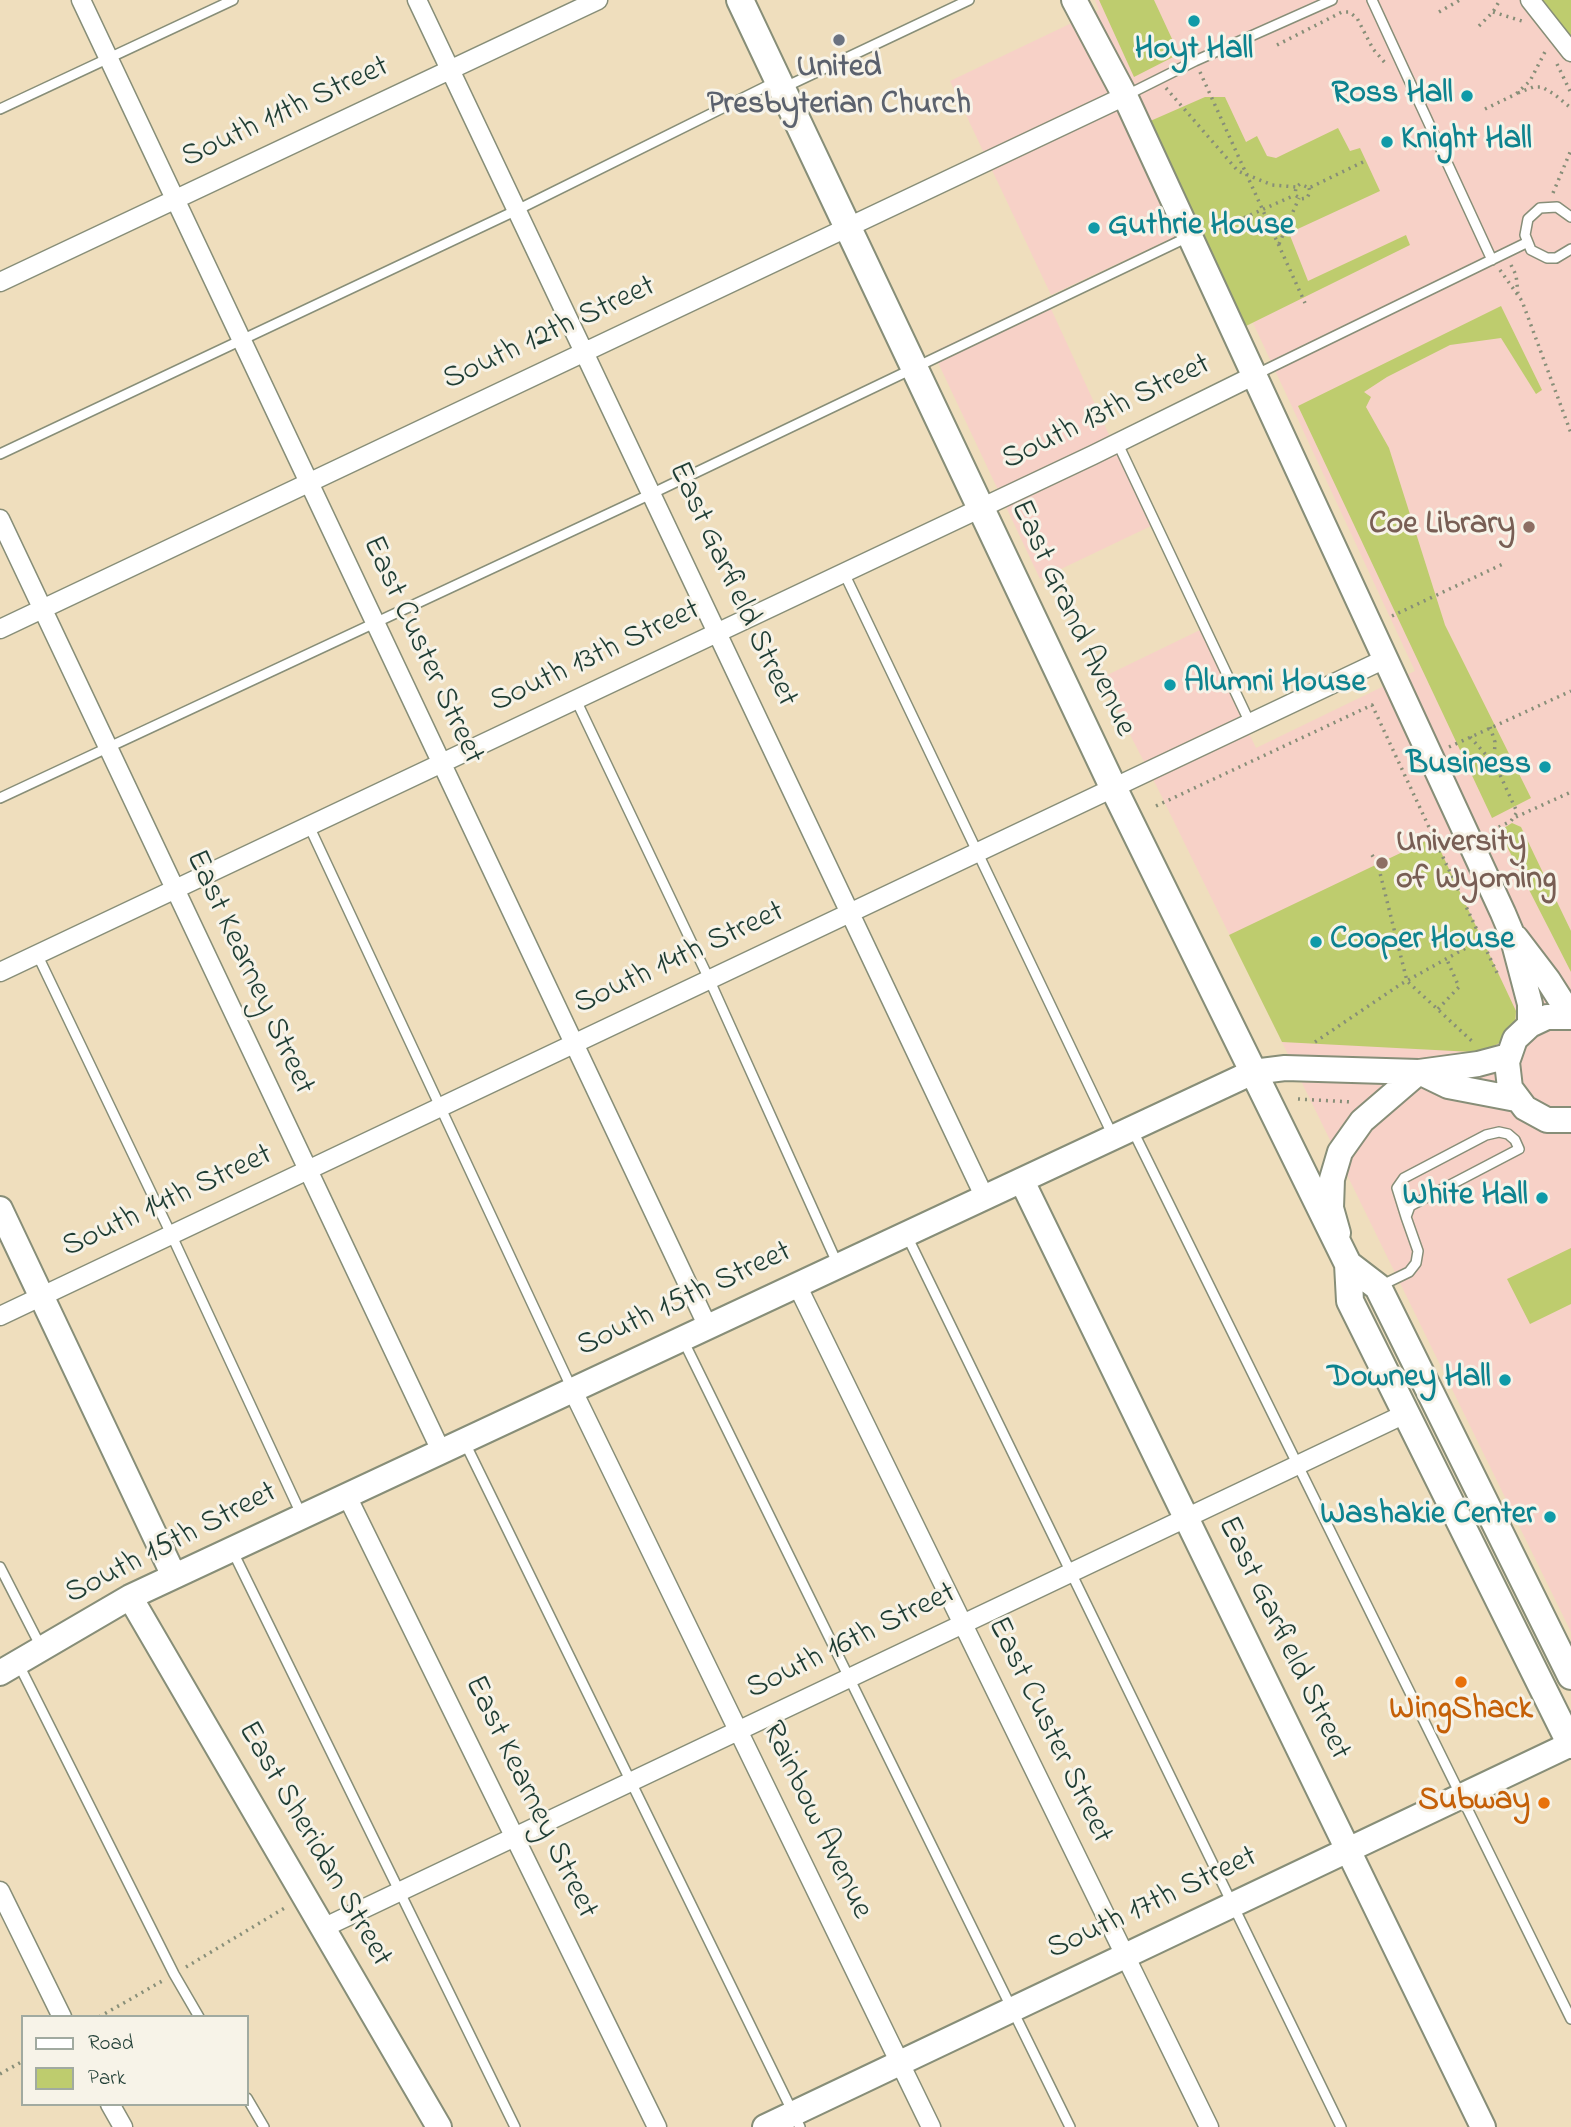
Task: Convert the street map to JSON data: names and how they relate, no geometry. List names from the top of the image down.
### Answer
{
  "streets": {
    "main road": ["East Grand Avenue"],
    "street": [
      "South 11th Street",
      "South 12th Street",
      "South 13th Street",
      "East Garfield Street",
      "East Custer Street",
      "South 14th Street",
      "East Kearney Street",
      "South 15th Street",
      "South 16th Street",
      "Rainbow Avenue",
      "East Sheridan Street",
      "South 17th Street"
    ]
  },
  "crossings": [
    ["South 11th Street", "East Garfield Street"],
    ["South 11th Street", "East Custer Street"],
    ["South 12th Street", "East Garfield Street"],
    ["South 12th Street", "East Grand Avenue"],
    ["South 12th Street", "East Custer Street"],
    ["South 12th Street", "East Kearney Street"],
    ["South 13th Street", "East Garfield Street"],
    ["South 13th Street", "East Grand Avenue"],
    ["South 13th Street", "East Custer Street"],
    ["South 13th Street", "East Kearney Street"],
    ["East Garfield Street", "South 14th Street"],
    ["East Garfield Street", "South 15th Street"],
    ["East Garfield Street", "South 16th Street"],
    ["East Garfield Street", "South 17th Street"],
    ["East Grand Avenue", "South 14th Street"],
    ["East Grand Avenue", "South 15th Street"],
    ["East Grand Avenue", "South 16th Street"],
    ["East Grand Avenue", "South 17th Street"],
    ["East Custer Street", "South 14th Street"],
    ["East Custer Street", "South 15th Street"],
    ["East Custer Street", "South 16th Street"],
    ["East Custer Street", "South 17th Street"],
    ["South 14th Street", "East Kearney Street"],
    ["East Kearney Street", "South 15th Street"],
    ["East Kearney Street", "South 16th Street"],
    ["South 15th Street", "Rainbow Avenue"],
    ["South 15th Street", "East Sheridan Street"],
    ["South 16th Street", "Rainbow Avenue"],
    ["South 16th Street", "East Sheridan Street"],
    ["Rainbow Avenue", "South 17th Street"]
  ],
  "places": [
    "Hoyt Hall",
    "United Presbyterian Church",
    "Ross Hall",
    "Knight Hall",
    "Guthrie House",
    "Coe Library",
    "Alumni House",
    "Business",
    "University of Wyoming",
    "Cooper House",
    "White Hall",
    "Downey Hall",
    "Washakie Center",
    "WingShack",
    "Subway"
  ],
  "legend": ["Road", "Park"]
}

● **REQUIREMENT**
Whenever a line in the data holds "Custer", copy that line.

● **RESPONSE BOX**
      "East Custer Street",
    ["South 11th Street", "East Custer Street"],
    ["South 12th Street", "East Custer Street"],
    ["South 13th Street", "East Custer Street"],
    ["East Custer Street", "South 14th Street"],
    ["East Custer Street", "South 15th Street"],
    ["East Custer Street", "South 16th Street"],
    ["East Custer Street", "South 17th Street"],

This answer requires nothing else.